-------- Extracted material
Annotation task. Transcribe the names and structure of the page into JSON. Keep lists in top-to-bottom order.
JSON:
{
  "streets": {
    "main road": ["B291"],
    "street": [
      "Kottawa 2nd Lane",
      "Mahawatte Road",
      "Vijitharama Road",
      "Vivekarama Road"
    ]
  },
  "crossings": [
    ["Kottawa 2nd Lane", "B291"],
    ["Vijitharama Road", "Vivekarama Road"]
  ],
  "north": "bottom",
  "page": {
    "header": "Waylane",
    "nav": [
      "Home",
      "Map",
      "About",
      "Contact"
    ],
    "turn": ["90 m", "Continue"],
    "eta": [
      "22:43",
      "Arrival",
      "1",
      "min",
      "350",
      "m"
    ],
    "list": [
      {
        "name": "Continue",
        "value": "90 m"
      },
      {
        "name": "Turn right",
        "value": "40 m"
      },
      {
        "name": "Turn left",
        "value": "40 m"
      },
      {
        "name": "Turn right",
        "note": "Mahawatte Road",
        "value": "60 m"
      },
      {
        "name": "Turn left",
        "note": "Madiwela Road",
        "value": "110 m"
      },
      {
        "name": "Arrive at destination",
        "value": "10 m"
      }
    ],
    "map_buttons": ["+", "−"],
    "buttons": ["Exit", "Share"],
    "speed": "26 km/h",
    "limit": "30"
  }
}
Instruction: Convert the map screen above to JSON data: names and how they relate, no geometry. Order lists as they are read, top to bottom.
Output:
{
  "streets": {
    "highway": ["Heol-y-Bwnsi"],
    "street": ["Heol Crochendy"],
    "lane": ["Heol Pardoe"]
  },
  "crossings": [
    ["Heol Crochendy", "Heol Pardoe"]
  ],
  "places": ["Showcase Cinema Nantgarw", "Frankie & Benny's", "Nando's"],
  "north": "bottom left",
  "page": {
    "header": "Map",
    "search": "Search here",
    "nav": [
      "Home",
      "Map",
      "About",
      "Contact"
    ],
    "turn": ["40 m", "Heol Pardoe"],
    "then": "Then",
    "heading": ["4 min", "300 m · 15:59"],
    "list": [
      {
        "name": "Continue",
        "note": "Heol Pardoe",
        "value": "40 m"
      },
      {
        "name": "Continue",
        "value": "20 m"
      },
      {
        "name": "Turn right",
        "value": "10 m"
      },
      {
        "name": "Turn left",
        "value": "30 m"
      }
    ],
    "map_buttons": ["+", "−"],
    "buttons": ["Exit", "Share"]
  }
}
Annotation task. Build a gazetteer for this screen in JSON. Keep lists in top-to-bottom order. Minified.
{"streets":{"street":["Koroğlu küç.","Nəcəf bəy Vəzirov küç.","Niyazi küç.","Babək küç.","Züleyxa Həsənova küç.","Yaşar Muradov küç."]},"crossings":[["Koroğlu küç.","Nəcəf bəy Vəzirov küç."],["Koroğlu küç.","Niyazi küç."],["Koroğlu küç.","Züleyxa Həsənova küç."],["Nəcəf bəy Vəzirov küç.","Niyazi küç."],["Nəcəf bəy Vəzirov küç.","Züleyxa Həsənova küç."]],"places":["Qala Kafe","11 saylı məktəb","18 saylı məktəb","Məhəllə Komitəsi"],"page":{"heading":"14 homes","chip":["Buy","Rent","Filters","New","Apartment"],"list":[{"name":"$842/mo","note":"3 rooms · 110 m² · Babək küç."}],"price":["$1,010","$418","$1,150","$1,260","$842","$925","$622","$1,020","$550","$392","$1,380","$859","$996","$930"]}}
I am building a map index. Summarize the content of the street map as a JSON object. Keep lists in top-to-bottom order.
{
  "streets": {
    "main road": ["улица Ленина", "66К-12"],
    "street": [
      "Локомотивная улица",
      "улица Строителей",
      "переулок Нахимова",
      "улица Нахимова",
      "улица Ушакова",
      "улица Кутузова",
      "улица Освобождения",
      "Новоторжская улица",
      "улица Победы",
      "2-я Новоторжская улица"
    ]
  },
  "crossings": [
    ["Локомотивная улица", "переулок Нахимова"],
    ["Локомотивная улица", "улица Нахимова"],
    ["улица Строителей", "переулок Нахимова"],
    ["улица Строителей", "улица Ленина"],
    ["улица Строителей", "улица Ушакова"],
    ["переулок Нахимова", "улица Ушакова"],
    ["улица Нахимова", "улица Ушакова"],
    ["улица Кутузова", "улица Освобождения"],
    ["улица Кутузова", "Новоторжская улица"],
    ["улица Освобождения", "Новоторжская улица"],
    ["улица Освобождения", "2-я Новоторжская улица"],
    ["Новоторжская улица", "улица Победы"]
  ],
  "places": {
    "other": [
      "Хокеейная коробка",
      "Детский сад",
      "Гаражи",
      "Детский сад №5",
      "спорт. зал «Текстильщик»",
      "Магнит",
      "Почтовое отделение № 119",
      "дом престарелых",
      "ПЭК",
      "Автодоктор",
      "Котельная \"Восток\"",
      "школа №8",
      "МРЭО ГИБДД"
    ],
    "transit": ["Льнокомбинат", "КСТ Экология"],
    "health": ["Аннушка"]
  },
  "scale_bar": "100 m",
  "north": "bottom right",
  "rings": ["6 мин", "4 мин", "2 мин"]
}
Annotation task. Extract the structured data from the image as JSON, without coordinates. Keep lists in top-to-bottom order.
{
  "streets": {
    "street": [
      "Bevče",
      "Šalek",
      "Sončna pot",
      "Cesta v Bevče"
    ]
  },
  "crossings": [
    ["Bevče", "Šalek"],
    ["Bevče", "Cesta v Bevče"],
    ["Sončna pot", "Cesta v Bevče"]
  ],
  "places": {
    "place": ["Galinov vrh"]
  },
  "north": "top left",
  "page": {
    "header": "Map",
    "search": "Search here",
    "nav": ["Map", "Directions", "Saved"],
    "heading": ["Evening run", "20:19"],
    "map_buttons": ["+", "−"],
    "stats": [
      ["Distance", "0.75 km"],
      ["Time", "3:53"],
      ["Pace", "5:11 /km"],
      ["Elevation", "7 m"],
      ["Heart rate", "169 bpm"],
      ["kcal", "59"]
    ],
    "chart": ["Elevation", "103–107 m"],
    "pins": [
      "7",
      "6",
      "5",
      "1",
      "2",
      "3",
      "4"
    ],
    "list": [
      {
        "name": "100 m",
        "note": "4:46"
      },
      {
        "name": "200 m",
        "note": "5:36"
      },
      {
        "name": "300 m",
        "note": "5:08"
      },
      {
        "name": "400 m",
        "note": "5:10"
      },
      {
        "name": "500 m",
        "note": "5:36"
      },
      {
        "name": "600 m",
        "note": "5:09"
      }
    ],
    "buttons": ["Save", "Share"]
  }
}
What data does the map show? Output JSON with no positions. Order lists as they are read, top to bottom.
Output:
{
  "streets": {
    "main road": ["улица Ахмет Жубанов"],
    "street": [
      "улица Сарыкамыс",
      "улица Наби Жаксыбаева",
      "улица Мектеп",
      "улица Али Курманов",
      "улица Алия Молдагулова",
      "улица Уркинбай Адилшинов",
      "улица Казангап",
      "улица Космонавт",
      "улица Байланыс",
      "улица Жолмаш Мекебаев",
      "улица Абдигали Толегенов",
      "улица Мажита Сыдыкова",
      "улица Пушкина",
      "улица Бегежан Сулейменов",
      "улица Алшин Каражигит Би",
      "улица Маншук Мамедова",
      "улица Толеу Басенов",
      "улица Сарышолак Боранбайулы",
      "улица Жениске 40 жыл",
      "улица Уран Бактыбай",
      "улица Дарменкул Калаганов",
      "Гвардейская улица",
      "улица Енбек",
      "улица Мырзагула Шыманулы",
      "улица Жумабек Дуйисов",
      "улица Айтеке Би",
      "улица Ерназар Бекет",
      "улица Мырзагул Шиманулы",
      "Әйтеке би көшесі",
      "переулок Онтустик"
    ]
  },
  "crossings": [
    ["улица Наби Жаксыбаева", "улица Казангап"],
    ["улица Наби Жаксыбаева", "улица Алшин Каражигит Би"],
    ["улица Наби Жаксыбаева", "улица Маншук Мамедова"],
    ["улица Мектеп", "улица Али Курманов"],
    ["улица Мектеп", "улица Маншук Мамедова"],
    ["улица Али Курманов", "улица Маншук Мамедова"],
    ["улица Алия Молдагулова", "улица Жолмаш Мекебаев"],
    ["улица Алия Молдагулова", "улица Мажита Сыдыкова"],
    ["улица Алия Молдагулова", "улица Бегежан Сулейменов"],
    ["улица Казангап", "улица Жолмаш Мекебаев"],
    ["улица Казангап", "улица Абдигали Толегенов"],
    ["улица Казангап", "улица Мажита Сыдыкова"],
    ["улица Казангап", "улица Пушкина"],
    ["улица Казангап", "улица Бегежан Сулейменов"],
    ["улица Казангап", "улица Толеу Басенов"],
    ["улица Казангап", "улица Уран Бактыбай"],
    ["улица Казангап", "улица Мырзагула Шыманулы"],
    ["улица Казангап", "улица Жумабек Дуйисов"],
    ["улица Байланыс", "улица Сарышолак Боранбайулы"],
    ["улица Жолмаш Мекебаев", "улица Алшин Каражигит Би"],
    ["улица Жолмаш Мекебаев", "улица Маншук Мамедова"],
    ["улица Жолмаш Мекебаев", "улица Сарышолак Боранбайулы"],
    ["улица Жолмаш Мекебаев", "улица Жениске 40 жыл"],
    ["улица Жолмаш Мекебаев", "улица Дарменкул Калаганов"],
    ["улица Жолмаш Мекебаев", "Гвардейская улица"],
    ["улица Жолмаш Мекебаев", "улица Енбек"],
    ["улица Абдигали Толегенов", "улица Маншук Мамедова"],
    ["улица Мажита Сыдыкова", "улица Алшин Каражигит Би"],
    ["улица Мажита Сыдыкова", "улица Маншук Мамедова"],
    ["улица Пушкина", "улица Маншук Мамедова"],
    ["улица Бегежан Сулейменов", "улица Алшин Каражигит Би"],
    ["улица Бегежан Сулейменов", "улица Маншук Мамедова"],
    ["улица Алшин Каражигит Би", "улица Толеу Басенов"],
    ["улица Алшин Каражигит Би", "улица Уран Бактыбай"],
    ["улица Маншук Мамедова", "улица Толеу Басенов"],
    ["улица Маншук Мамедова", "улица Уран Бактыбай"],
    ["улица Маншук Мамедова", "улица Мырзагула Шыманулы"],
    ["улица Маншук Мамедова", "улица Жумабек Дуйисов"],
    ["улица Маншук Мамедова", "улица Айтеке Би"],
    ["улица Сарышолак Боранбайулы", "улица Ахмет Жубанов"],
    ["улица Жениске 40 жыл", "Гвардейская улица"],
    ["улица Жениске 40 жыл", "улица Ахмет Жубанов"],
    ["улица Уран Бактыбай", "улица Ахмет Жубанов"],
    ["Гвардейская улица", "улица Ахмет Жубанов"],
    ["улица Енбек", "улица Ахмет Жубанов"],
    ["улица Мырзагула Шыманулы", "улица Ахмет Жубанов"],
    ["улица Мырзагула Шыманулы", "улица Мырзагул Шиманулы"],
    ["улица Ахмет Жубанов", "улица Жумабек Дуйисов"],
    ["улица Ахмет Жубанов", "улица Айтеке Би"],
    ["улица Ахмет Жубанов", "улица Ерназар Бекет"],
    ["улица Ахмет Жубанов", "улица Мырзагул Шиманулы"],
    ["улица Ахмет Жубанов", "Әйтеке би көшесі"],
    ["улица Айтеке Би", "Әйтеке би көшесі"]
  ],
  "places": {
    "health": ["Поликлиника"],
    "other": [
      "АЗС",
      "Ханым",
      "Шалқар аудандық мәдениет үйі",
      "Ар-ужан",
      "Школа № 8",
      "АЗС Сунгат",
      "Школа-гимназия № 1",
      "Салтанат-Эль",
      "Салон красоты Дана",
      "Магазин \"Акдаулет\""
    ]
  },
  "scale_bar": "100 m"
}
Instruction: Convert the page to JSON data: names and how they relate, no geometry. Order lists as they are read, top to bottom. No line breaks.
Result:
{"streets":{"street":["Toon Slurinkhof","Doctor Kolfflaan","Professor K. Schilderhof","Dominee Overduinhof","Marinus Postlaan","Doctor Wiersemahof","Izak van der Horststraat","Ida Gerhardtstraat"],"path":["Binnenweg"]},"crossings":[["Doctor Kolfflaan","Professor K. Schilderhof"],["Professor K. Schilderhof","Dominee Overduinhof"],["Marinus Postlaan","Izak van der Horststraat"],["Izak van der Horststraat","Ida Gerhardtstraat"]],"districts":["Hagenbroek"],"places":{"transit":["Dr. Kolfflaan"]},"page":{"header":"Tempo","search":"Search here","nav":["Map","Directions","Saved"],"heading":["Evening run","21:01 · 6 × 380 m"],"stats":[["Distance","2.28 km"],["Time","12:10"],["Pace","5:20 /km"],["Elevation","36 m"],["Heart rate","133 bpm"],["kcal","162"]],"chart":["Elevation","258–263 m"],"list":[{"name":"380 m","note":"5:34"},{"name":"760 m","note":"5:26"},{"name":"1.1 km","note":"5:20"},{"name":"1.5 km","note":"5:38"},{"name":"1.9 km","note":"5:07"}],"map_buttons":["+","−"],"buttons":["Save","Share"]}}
----------------
Your assignment:
Read the entries above and find each line holding the word "Алия". Copy it out.

Solution:
      "улица Алия Молдагулова",
    ["улица Алия Молдагулова", "улица Жолмаш Мекебаев"],
    ["улица Алия Молдагулова", "улица Мажита Сыдыкова"],
    ["улица Алия Молдагулова", "улица Бегежан Сулейменов"],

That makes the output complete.